After we all walked in May, I hung out for a few days and then moved back home. In June, I started a new job. For a while, I kept missing it all. I missed coming home to my friends. I missed the late nights, the impromptu trips to Freebirds at two in the morning, competing for intramural championships (never could get one of the prized t shirts), the epic battles of civil war. Watching sunsets from the rooftop. Grilling steaks and brats and watching sports. Friendships forged and shattered over fantasy football (ok, maybe not quite that intense, but we sure yelled at each other a bit). Running stadiums at SBCC. I wanted to go back.

It got me down. I would look back and think about all the fun I had. I had conversations with friends about how much we missed college. It seemed like graduating from college took away most of my friends and fun. While I tried to keep an optimistic demeanor around people, inside I was nostalgic.
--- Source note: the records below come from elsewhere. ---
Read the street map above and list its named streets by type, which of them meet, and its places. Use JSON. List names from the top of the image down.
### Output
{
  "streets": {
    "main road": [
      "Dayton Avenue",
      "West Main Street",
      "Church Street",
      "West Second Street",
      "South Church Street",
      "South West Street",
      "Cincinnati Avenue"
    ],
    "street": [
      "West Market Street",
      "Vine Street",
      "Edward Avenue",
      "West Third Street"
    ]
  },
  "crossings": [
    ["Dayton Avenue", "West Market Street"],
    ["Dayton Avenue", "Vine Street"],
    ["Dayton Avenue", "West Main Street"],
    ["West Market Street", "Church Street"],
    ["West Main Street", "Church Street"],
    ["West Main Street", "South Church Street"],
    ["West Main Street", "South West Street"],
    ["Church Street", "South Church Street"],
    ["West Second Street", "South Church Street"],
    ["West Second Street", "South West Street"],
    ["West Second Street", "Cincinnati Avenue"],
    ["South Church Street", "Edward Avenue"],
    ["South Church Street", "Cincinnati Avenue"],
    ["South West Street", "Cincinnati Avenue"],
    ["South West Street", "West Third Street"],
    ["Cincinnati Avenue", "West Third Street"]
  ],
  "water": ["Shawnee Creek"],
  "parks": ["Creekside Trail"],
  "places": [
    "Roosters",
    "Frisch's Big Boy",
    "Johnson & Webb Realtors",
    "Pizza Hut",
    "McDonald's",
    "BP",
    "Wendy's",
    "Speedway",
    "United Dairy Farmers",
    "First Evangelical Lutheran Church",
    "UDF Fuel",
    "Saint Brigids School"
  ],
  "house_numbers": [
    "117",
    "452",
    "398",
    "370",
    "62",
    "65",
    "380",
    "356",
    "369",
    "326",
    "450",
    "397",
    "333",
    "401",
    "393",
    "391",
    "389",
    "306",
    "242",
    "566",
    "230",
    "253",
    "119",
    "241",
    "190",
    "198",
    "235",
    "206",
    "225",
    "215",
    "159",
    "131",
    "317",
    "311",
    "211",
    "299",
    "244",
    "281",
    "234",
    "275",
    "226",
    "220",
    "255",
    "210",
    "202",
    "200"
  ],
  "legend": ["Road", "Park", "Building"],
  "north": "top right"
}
The feeling continued for a few months, and I still miss elements of college. College was fun and carefree. Responsibilities were minimal, friends were plentiful, and it seemed like life couldn’t get any better. Life after college is tough. You have to deal with things like bills and insurance and jobs. You are trying to figure out what job to take and what on earth you are doing with your life. There’s a bit of an identity crisis; for so many years (about 17) you were a student. Now? Not really sure.
The important thing I realized is that college truly is over. It’s done. There’s no going back (there is grad school, but that’s not the same). With this realization comes two choices. Either you can live like and think that your best years already happen, or you can appreciate this special time of your life and focus on how to make your future great. I had (and occasionally still do) a tendency to subscribe to the former. But I realized that I have the rest of my life in front of me. I could easily live 60, 70, or even 80 more years. To think that my best years are over at age 22 is to give up on the future.
As Dr. Seuss said so well, “Don’t cry because it’s over, smile because it happened.”

I’m taking this to heart. My life isn’t over. There is so much potential for the future. Yeah, I loved college. It was some of the best years of my life. I learned, loved, and lived. But that doesn’t mean I still can’t have a blast going forward. I can continue to have fun with friends. I can make new, crazy memories. Life continues, and there is every opportunity to live and love as there was before.